* _AVAILABLE RECORDS_
--------------------------------------------------
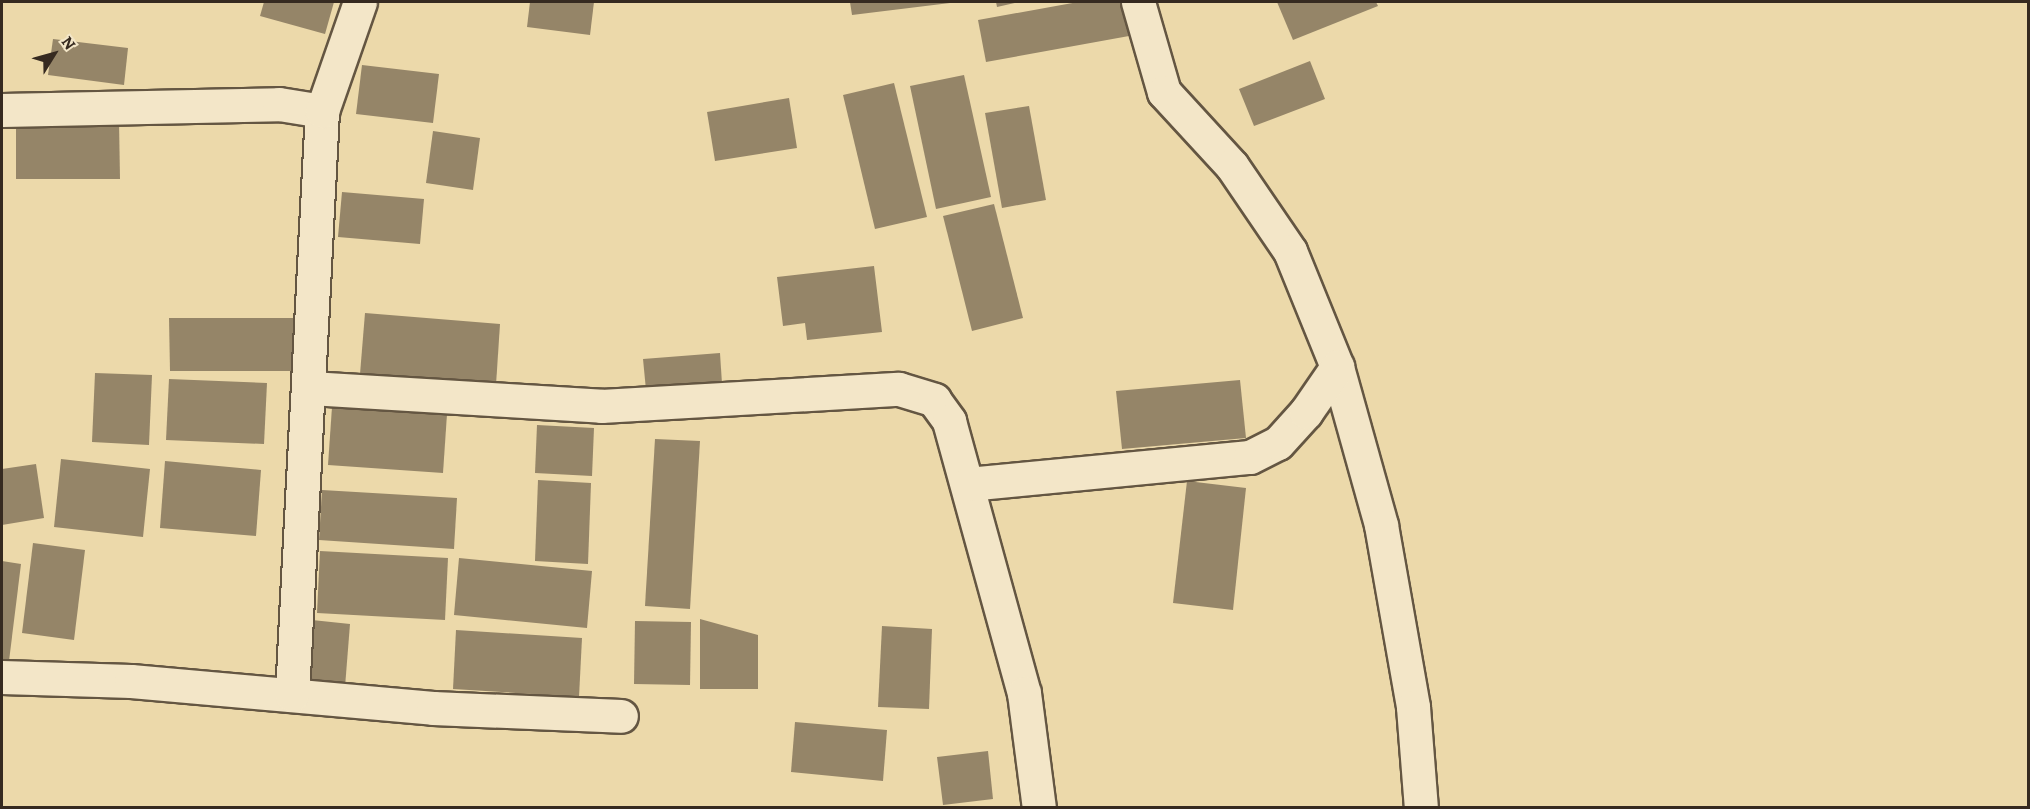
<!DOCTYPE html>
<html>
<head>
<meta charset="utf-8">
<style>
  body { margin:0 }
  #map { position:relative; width:2030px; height:809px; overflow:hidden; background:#ecd9aa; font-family:Alegreya,serif }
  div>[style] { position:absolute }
  .building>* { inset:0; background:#958568 }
  .roads { filter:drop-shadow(2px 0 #645642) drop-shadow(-2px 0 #645642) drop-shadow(0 2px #645642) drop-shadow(0 -2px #645642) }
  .minor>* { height:33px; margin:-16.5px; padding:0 16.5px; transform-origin:16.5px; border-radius:16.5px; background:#f3e6c8 }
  span { translate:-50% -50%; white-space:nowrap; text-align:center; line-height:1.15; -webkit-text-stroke:4.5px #f3e6c8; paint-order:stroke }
  .frame { position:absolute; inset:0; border:3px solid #362a20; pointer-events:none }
  .north { position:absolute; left:24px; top:24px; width:60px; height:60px; -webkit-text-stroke:4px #f3e6c8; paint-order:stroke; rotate:53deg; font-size:16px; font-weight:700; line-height:24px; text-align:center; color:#362a20 }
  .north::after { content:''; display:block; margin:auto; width:21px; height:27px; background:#362a20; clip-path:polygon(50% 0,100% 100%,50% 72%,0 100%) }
</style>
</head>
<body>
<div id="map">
  <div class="building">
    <div style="clip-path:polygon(264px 2px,334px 2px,325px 34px,260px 16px)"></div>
    <div style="clip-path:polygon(530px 2px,594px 2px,590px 35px,527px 27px)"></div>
    <div style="clip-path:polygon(850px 2px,950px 2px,950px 3px,852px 15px)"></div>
    <div style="clip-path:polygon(996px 2px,1019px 2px,997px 7px)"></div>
    <div style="clip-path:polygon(1078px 2px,1123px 2px,1129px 36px,986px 62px,978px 20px)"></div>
    <div style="clip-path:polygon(1277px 2px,1376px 2px,1378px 6px,1293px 40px)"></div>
    <div style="clip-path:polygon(53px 39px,128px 48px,124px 85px,48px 75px)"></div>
    <div style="clip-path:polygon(1310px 61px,1325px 99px,1254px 126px,1239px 89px)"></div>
    <div style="clip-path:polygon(362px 65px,439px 74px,433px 123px,356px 114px)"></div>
    <div style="clip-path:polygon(964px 75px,991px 197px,936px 209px,910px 86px)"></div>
    <div style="clip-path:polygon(894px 83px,927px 217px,875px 229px,843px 95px)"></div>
    <div style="clip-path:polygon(789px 98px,797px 148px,715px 161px,707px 112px)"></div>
    <div style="clip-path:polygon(1029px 106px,1046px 200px,1002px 208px,985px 113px)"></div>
    <div style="clip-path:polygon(119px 121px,120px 179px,16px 179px,16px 122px)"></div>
    <div style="clip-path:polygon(433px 131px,480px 138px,473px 190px,426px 183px)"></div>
    <div style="clip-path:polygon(342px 192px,424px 199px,420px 244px,338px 237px)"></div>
    <div style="clip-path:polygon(994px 204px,1023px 318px,972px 331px,943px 216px)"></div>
    <div style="clip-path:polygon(874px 266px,882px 332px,807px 340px,805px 323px,783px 326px,777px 277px)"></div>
    <div style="clip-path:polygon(365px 313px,500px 324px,496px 385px,360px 374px)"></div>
    <div style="clip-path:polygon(169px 318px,294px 318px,294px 371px,170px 371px)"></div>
    <div style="clip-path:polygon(720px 353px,722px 384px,646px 390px,643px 359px)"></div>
    <div style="clip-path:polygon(95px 373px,152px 375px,149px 445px,92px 442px)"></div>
    <div style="clip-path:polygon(169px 379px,267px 383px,264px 444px,166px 440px)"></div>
    <div style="clip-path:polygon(1240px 380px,1246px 438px,1122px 449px,1116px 391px)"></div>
    <div style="clip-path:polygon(332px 407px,447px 414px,443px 473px,328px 465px)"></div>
    <div style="clip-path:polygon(537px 425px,594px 428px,592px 476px,535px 473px)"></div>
    <div style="clip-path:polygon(655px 439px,700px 441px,690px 609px,645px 606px)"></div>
    <div style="clip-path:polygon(61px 459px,150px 469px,143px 537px,54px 527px)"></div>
    <div style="clip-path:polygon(165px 461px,261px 470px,256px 536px,160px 528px)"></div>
    <div style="clip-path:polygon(36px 464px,44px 518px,2px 525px,2px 469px)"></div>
    <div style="clip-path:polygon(538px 480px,591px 483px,588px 564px,535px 561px)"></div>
    <div style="clip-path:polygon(1187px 481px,1246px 488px,1233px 610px,1173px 603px)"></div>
    <div style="clip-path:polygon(322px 490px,457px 498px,454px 549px,319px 540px)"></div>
    <div style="clip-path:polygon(33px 543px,85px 550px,74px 640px,22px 633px)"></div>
    <div style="clip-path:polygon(320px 551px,448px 558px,445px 620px,317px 613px)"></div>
    <div style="clip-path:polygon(459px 558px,592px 571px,587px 628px,454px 615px)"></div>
    <div style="clip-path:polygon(2px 561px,21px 564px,9px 661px,2px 660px)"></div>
    <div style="clip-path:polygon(700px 619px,758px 635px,758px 689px,700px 689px)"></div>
    <div style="clip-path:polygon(312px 620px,350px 624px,345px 687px,306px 683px)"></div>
    <div style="clip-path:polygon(635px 621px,691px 622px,690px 685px,634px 684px)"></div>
    <div style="clip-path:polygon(882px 626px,932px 629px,929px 709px,878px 707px)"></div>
    <div style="clip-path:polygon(456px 630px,582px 638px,579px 697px,453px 689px)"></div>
    <div style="clip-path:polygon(795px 722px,887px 730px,883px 781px,791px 772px)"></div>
    <div style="clip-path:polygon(988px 751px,993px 799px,943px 805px,937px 757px)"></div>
  </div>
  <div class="roads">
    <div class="minor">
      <div style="left:1138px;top:2px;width:94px;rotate:73.9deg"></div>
      <div style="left:1164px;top:92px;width:100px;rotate:47.4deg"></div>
      <div style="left:1232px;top:166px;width:103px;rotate:55.7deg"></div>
      <div style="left:1290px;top:251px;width:125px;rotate:67.9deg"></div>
      <div style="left:1337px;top:367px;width:164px;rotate:74.4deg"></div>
      <div style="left:1381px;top:525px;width:185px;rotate:80deg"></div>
      <div style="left:1413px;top:707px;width:101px;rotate:85.5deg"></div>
      <div style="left:2px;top:110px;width:277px;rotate:-1.2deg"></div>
      <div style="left:279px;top:104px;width:44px;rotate:9.2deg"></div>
      <div style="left:310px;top:388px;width:292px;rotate:3.5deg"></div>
      <div style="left:601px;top:406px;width:298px;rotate:-3.3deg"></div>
      <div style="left:899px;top:389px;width:37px;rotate:17deg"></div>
      <div style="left:934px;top:400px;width:26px;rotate:54deg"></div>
      <div style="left:949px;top:421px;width:282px;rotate:74.6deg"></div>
      <div style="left:1024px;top:693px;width:116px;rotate:82.6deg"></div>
      <div style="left:968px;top:484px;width:283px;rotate:-5.5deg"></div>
      <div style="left:1250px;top:457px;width:31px;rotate:-27deg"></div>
      <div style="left:1278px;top:443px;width:42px;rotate:-47.9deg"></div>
      <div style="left:1306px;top:412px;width:55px;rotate:-55.4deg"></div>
      <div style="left:2px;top:677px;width:129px;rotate:1.8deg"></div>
      <div style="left:131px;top:681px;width:303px;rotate:5.1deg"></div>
      <div style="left:433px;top:708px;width:188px;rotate:2.4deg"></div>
      <div style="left:292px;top:695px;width:585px;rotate:-87.06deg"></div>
      <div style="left:322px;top:111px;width:115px;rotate:-70.8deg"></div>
    </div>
  </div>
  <div class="frame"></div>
  <div class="north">N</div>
</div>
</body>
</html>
--------------------------------------------------
* _WHAT YOU HAVE TO DO_
Take the lines from the start of the material to the line with "position:relative; width:2030px; height:809px;", both included, and transcribe them exactly without the pictures.

* _PROBLEM SOLUTION_
<!DOCTYPE html>
<html>
<head>
<meta charset="utf-8">
<style>
  body { margin:0 }
  #map { position:relative; width:2030px; height:809px; overflow:hidden; background:#ecd9aa; font-family:Alegreya,serif }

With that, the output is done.